◆ Information supplied
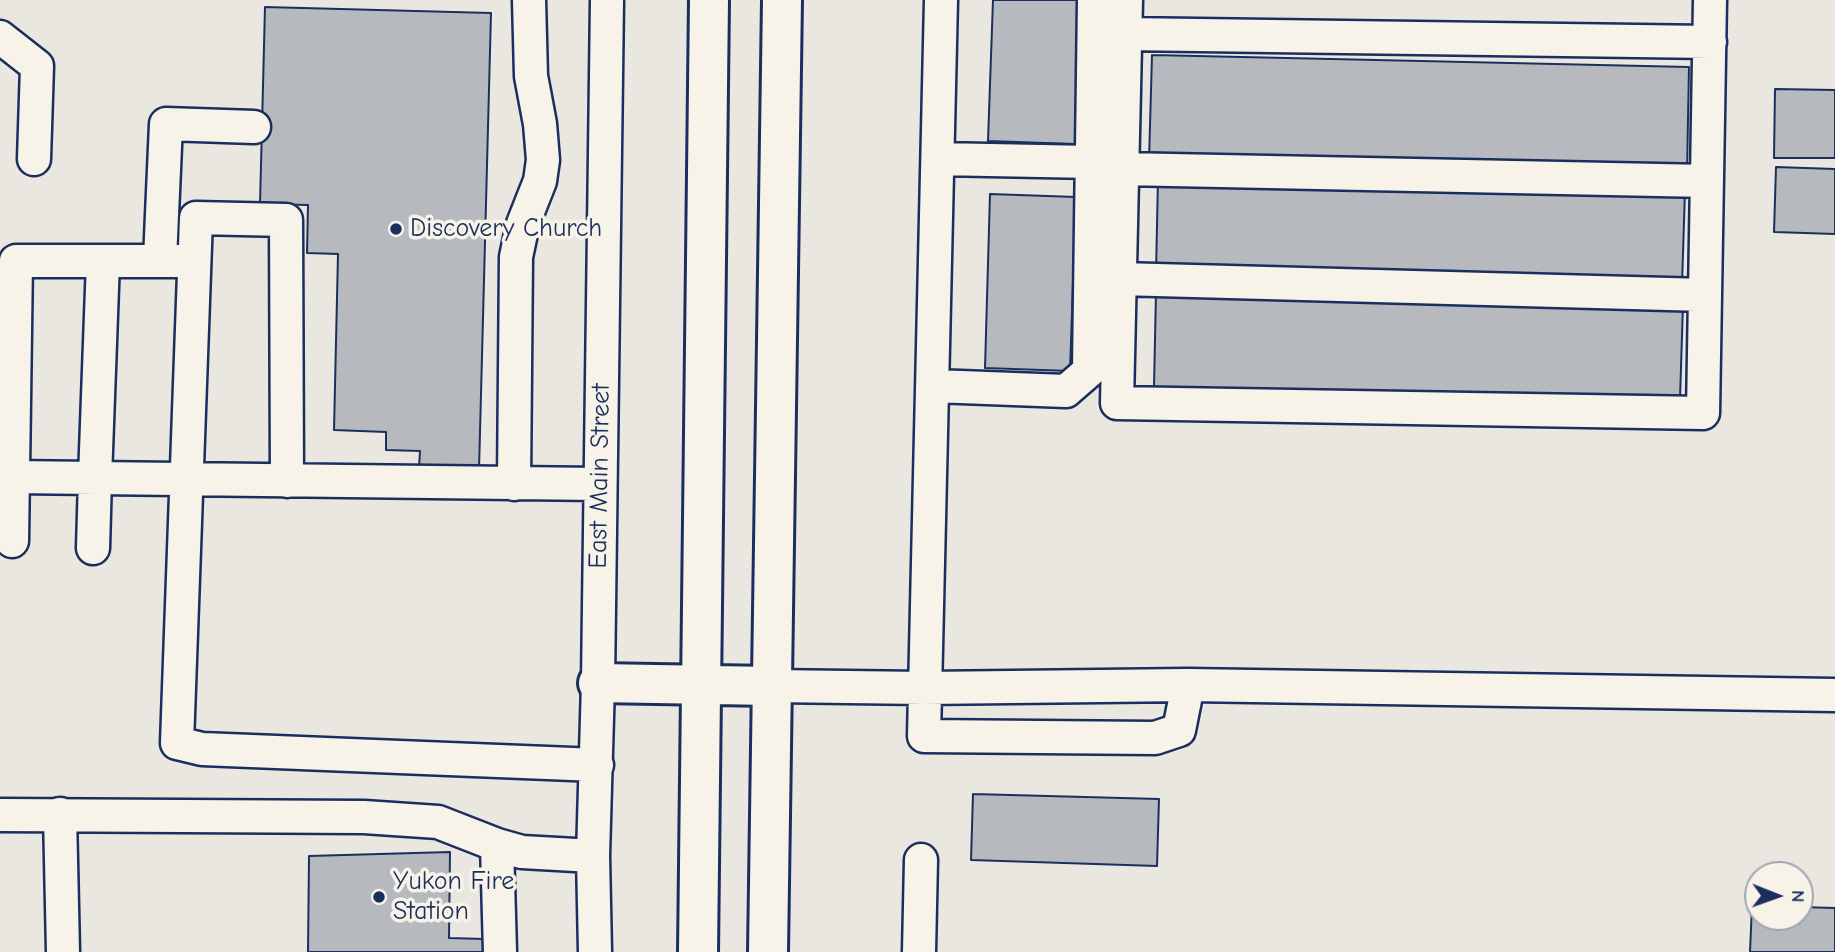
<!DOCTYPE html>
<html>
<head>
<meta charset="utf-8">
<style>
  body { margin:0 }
  #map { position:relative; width:1835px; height:952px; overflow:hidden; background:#eae7e0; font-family:"Comic Neue",sans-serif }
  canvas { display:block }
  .north { position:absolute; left:1744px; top:861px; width:70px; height:70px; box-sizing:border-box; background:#f7f3e8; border:2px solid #9fa5b1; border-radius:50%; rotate:91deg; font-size:19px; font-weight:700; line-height:28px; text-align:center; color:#1b2f5e }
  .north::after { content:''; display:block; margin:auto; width:24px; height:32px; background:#1b2f5e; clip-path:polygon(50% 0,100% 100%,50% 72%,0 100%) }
</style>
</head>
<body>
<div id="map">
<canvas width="1835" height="952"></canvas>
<div class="north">N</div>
</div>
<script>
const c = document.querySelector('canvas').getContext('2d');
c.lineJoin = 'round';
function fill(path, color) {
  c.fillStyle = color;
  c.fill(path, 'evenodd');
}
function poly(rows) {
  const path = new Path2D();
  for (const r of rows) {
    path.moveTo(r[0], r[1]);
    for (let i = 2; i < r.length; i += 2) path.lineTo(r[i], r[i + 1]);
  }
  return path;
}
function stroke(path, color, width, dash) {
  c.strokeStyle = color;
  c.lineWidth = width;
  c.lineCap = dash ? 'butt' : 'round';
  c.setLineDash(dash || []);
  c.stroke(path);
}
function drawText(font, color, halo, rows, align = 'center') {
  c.font = font + ' "Comic Neue",sans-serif';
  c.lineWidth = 7;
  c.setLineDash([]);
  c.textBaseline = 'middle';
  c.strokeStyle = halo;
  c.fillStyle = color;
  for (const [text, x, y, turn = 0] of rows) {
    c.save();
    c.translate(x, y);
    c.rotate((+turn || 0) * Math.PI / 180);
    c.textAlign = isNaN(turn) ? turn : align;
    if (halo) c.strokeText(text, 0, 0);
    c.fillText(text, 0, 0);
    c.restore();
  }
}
const building = poly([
  [993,0,1079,0,1075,144,988,141,993,0],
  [265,7,491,13,479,470,419,468,420,451,386,450,386,432,334,430,338,254,307,253,308,205,260,204,265,7],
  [1152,55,1689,67,1687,173,1149,161,1152,55],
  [1775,89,1835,90,1835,158,1774,158,1775,89],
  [1776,167,1835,169,1835,234,1774,232,1776,167],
  [1158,178,1685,190,1682,285,1156,273,1158,178],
  [990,194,1076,197,1070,371,985,368,990,194],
  [1156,292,1683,304,1680,399,1154,387,1156,292],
  [973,794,1159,799,1157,866,971,860,973,794],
  [450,852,449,938,485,939,485,952,308,952,309,856,450,852],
  [1752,905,1758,906,1758,917,1800,917,1800,907,1835,908,1835,952,1750,952,1752,905]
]);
const minor = poly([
  [941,0,924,736,1155,738,1179,730,1188,685],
  [1126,0,1117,403,1703,413,1710,0],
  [1125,34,1710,42],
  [0,37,37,66,34,159],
  [938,159,1092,162],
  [1123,169,1707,181],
  [160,260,166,124,254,127],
  [194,261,103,261,95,478,599,484],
  [1120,279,1705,295],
  [934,386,1066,391,1089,371,1094,0],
  [13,477,95,478,93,548],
  [287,481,286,220,196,218,177,743,202,749,597,765],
  [514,484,516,257,523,224,540,181,543,160,540,124,531,76,529,0],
  [12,541,16,261,103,261],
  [771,686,924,688,1188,685,1835,695],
  [60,814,63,952],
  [0,815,364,817,438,822,497,845,522,852,593,856],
  [497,845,500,952],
  [595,952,593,856,598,683,607,0],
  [919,952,921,860]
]);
const highway = poly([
  [598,683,771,686],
  [698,952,709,0],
  [768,952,782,0]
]);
const markers = [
  [396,229,7,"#1b2f5e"],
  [379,897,7,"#1b2f5e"]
];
const poiNames = [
  ["Discovery Church",410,229],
  ["Yukon Fire",393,882],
  ["Station",393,912]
];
const streetNames = [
  ["East Main Street",600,476,-89]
];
fill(building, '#b6babf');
stroke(building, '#1b2f5e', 2);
stroke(minor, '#1b2f5e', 37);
stroke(highway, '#1b2f5e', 44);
stroke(minor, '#f7f3e8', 32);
stroke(highway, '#f7f3e8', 38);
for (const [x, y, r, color] of markers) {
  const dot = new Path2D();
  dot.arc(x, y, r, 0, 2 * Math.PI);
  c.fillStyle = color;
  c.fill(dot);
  stroke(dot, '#f7f3e8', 2.5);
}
drawText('26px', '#1b2f5e', '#f7f3e8', poiNames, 'left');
drawText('26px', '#1b2f5e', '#f7f3e8', streetNames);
</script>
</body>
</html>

◆ Problem
From the material above, set down exactly the lines between the line holding "const path = new Path2D();" and the line holding "c.lineCap = dash ? 'butt' : 'round';", inclusive. Include nothing else.

◆ Finished exercise
  const path = new Path2D();
  for (const r of rows) {
    path.moveTo(r[0], r[1]);
    for (let i = 2; i < r.length; i += 2) path.lineTo(r[i], r[i + 1]);
  }
  return path;
}
function stroke(path, color, width, dash) {
  c.strokeStyle = color;
  c.lineWidth = width;
  c.lineCap = dash ? 'butt' : 'round';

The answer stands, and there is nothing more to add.